[Goal of the exercise]: State only how many lines of the records contain the string "bubble".

[Saved data entries]:
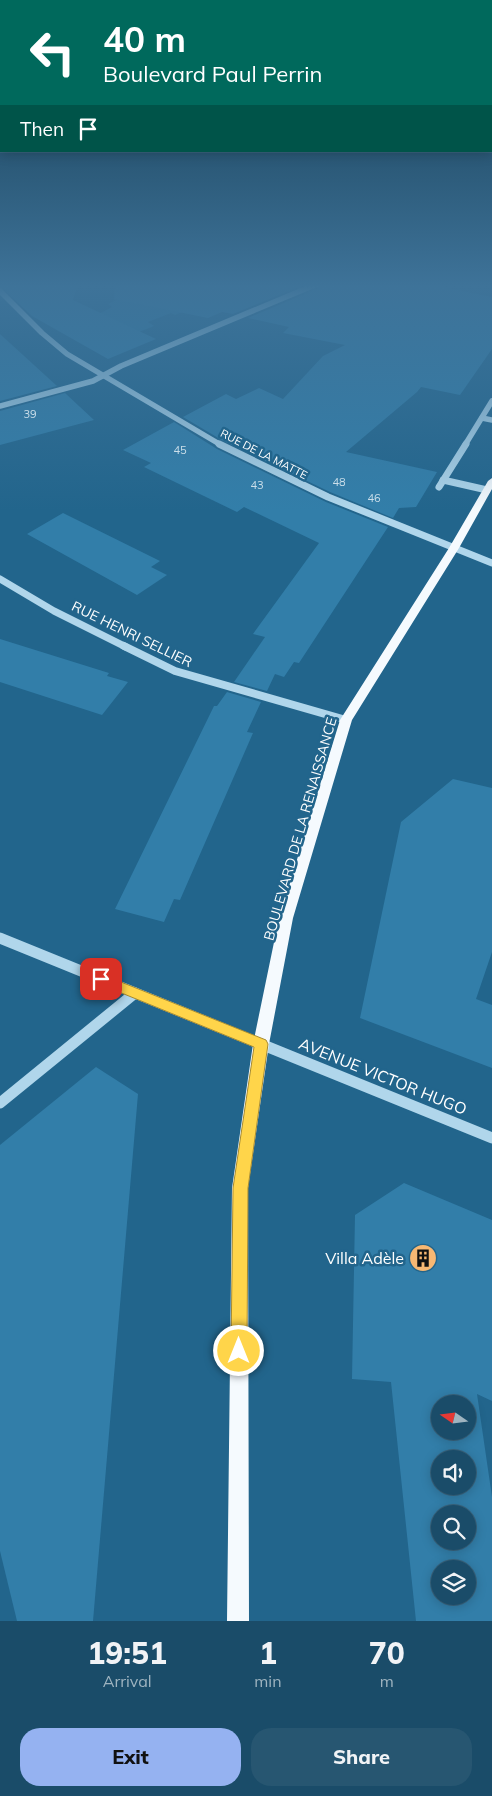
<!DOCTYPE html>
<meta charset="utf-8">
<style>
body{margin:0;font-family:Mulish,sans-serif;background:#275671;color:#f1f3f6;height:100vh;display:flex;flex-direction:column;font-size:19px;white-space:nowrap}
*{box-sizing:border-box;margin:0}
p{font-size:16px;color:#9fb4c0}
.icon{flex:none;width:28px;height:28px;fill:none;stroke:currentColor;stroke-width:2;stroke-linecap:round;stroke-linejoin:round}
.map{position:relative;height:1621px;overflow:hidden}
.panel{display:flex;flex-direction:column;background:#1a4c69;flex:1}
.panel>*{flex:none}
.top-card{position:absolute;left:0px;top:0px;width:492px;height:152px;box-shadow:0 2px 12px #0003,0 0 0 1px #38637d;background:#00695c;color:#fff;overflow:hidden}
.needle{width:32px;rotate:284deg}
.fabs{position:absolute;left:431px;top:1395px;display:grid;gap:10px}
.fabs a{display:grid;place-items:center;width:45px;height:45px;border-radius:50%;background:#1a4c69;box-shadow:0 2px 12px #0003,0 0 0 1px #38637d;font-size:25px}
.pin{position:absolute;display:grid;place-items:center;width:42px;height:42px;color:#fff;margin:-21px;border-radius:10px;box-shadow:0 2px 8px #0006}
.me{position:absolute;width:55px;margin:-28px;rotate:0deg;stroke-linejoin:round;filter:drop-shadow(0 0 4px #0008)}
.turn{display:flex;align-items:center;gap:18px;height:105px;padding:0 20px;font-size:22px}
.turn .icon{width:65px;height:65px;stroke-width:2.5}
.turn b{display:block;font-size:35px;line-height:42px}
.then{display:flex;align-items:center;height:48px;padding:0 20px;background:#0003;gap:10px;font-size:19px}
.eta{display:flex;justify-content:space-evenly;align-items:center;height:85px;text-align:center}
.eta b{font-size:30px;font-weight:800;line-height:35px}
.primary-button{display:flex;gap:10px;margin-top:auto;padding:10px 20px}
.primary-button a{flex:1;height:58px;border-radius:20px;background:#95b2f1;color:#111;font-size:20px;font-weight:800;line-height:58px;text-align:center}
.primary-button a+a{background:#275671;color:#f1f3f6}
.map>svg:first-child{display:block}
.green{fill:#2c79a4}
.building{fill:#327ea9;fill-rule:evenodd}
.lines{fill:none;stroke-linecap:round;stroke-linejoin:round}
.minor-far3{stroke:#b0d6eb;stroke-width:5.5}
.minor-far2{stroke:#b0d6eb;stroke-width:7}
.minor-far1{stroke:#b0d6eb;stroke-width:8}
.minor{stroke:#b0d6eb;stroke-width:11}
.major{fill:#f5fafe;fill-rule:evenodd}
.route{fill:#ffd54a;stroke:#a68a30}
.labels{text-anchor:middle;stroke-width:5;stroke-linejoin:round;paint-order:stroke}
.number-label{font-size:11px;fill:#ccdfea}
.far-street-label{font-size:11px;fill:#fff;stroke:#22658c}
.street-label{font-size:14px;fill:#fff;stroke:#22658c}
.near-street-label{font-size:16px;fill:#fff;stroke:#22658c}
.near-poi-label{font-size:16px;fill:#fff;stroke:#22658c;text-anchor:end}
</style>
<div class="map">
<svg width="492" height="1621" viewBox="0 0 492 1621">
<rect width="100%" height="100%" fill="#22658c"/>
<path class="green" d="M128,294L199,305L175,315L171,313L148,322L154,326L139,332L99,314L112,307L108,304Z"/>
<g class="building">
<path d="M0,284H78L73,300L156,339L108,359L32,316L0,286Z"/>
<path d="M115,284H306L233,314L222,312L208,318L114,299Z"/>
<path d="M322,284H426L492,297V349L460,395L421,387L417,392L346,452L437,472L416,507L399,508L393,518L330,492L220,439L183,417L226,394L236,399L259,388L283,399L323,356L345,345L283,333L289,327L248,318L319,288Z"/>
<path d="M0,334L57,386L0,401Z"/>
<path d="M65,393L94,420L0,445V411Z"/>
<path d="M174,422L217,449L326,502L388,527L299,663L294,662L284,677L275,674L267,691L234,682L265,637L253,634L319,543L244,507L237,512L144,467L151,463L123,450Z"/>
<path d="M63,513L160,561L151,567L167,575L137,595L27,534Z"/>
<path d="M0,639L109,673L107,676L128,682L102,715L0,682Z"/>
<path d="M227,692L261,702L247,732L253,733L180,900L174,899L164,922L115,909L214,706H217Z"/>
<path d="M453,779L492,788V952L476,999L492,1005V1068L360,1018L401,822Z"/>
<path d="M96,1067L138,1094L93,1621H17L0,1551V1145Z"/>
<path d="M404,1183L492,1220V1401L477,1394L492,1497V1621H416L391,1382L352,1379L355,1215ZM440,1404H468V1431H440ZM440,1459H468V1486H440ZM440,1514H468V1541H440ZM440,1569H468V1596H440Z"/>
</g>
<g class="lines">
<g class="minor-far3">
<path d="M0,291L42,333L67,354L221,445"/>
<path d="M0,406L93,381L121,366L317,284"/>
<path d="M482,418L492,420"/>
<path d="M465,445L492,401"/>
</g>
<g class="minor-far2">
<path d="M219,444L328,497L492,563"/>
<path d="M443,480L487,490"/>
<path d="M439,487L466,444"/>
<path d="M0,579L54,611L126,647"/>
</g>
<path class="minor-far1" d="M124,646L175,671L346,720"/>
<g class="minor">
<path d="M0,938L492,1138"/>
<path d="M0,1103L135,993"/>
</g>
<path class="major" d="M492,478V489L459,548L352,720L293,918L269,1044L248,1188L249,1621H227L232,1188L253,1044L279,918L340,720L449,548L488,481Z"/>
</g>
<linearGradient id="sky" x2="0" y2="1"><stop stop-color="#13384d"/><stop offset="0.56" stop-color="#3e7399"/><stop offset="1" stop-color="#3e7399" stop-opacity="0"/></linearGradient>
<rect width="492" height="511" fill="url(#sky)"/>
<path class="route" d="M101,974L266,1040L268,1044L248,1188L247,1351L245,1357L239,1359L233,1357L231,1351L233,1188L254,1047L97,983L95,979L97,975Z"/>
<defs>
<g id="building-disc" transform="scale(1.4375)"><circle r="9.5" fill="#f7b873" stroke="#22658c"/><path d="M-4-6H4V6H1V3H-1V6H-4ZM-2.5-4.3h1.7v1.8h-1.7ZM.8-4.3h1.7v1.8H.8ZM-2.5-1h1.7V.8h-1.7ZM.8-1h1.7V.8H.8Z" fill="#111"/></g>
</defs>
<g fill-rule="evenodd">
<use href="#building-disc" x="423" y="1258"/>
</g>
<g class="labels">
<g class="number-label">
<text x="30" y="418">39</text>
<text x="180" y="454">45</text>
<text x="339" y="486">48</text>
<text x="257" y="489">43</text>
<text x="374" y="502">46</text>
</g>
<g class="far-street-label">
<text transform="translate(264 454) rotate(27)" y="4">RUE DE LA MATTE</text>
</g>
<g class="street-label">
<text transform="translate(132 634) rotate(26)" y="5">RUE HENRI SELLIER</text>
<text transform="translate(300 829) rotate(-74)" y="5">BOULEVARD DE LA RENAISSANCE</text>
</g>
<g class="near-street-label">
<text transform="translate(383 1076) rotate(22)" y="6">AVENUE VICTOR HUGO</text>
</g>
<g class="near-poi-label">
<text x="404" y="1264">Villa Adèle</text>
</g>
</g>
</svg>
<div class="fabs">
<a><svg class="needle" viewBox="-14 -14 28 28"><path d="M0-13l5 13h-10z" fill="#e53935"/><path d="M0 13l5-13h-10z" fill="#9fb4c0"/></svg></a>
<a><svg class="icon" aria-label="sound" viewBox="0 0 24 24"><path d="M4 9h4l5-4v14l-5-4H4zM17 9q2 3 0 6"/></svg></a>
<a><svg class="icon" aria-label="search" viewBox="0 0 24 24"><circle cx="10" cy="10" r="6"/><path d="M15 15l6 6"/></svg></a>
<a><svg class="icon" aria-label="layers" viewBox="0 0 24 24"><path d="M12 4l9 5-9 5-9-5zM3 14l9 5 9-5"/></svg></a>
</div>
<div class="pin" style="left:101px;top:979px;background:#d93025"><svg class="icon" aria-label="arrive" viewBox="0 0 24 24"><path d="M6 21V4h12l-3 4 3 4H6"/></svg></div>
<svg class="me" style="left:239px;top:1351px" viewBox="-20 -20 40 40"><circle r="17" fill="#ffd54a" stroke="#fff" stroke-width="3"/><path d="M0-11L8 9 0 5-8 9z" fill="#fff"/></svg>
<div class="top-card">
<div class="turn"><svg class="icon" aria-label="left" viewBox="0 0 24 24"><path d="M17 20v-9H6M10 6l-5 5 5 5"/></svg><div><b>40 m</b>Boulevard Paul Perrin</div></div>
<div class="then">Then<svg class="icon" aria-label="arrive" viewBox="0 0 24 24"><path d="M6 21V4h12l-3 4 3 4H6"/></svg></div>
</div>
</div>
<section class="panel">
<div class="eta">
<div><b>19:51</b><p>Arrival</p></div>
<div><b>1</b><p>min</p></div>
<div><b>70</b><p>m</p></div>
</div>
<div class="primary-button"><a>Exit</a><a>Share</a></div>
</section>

* * *

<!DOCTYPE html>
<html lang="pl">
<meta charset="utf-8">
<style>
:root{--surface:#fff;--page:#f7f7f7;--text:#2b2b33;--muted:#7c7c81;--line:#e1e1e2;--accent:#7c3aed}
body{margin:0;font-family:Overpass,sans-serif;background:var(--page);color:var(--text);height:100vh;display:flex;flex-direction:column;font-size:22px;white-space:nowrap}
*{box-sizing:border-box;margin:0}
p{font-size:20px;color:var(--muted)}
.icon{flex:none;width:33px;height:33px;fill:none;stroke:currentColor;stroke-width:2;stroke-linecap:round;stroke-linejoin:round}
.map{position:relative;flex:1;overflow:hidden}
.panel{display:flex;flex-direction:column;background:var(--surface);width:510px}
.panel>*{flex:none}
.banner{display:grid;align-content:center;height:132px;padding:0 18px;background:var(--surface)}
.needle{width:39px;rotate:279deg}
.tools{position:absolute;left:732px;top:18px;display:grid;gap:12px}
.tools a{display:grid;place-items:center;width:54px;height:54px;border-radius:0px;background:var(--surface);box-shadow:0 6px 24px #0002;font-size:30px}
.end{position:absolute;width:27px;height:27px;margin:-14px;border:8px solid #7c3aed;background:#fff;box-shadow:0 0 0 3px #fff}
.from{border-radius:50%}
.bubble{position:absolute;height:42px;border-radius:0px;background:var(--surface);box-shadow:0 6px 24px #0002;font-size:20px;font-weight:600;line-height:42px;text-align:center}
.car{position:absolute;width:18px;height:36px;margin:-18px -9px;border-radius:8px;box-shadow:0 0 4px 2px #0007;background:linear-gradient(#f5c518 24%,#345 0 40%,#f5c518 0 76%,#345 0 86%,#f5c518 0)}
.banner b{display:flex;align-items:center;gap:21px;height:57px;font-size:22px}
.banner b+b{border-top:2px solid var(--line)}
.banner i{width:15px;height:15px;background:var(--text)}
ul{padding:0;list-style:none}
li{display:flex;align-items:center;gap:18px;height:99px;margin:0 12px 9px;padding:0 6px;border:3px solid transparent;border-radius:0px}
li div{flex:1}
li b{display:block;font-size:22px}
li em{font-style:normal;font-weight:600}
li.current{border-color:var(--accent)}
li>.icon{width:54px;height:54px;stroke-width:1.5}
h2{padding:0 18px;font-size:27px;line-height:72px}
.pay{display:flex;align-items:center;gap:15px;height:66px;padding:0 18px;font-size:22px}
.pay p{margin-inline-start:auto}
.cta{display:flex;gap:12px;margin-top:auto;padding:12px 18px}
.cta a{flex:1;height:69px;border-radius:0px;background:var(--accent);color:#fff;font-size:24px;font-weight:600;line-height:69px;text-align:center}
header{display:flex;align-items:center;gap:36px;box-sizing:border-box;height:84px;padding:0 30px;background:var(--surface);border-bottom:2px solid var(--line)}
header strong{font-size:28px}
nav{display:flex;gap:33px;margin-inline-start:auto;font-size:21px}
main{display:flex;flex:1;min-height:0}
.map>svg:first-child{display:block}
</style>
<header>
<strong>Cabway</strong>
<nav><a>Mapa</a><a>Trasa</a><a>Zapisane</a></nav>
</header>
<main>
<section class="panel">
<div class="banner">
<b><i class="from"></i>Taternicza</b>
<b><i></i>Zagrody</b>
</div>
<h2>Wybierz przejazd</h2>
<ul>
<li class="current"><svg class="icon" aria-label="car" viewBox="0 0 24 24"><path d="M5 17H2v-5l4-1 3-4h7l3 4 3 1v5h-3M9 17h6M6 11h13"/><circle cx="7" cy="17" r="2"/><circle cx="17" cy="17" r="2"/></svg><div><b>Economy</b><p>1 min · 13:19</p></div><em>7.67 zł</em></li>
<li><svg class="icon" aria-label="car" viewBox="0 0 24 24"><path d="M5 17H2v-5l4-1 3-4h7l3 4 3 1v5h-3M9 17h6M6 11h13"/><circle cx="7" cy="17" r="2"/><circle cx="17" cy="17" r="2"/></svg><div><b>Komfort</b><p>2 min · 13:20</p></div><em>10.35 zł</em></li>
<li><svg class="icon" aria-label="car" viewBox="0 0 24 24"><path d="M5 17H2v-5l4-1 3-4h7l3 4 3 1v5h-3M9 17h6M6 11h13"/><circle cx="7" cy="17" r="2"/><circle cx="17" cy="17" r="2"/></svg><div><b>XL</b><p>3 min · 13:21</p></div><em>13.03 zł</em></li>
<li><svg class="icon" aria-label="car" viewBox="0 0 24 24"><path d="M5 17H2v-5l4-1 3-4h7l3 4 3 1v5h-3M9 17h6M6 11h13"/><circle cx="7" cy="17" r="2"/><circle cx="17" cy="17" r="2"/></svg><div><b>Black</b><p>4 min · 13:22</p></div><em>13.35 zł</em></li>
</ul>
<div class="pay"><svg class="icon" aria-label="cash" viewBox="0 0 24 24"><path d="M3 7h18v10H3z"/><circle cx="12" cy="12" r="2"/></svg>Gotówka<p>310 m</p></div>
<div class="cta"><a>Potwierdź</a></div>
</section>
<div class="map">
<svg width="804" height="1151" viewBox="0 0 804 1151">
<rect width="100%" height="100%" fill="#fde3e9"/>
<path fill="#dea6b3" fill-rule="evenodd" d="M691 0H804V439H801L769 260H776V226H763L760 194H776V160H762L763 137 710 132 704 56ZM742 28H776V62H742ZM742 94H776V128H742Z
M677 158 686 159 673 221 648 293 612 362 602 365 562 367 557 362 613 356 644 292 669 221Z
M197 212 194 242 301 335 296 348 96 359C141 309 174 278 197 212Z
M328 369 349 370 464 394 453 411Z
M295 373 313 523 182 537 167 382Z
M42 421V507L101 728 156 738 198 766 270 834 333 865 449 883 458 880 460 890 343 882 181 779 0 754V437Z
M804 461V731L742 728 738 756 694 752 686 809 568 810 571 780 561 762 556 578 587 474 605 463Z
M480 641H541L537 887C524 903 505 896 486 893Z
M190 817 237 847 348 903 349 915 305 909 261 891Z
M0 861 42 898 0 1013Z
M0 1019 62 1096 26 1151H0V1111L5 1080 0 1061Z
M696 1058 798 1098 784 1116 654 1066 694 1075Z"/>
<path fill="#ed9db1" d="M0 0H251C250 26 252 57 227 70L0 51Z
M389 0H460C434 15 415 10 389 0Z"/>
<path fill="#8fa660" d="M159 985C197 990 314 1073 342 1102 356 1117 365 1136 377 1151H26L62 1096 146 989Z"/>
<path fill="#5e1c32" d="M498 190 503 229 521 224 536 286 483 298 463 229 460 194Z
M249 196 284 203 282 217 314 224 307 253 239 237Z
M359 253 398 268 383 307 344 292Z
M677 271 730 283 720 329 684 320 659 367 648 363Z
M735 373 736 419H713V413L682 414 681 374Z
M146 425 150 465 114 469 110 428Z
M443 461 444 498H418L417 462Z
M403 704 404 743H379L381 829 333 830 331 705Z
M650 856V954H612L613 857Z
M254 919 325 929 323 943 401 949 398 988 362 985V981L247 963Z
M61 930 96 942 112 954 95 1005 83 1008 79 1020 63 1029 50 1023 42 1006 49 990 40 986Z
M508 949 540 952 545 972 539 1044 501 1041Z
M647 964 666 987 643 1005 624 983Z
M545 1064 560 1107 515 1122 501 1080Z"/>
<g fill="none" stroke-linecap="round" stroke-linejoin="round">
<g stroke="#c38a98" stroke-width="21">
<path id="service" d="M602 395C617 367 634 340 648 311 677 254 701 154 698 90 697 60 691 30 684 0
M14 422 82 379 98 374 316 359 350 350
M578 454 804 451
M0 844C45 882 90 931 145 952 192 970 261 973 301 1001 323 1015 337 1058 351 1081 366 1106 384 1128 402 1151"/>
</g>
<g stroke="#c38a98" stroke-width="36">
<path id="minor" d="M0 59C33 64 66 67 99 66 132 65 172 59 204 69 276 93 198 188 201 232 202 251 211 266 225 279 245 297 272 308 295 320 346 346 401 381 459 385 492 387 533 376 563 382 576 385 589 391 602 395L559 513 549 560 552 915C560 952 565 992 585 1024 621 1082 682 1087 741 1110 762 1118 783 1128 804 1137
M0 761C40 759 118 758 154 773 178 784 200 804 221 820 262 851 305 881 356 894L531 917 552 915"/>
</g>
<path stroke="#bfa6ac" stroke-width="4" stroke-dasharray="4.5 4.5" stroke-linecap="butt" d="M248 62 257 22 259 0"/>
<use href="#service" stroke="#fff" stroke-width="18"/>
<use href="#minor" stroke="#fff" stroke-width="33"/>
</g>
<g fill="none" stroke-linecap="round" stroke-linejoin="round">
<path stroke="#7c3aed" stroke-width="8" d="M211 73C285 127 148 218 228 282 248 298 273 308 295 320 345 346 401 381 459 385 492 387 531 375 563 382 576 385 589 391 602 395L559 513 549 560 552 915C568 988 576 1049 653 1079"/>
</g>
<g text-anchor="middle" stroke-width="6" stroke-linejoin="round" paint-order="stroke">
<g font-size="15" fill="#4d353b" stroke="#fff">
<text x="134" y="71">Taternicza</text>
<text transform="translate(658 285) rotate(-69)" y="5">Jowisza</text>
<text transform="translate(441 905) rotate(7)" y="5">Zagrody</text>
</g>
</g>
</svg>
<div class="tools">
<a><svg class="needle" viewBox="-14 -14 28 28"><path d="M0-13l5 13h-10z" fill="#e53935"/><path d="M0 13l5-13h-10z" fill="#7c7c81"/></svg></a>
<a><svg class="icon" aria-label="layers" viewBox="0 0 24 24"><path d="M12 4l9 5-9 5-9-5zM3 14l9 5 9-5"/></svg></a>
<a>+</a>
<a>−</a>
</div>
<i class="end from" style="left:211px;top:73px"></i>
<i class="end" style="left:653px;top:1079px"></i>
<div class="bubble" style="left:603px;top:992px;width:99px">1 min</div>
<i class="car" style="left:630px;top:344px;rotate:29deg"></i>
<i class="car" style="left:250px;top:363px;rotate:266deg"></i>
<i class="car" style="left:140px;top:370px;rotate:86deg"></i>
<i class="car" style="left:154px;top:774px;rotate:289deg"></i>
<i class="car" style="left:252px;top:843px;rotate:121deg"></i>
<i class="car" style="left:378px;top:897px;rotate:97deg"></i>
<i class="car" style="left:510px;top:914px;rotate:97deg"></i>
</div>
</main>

[Result of the task]: 2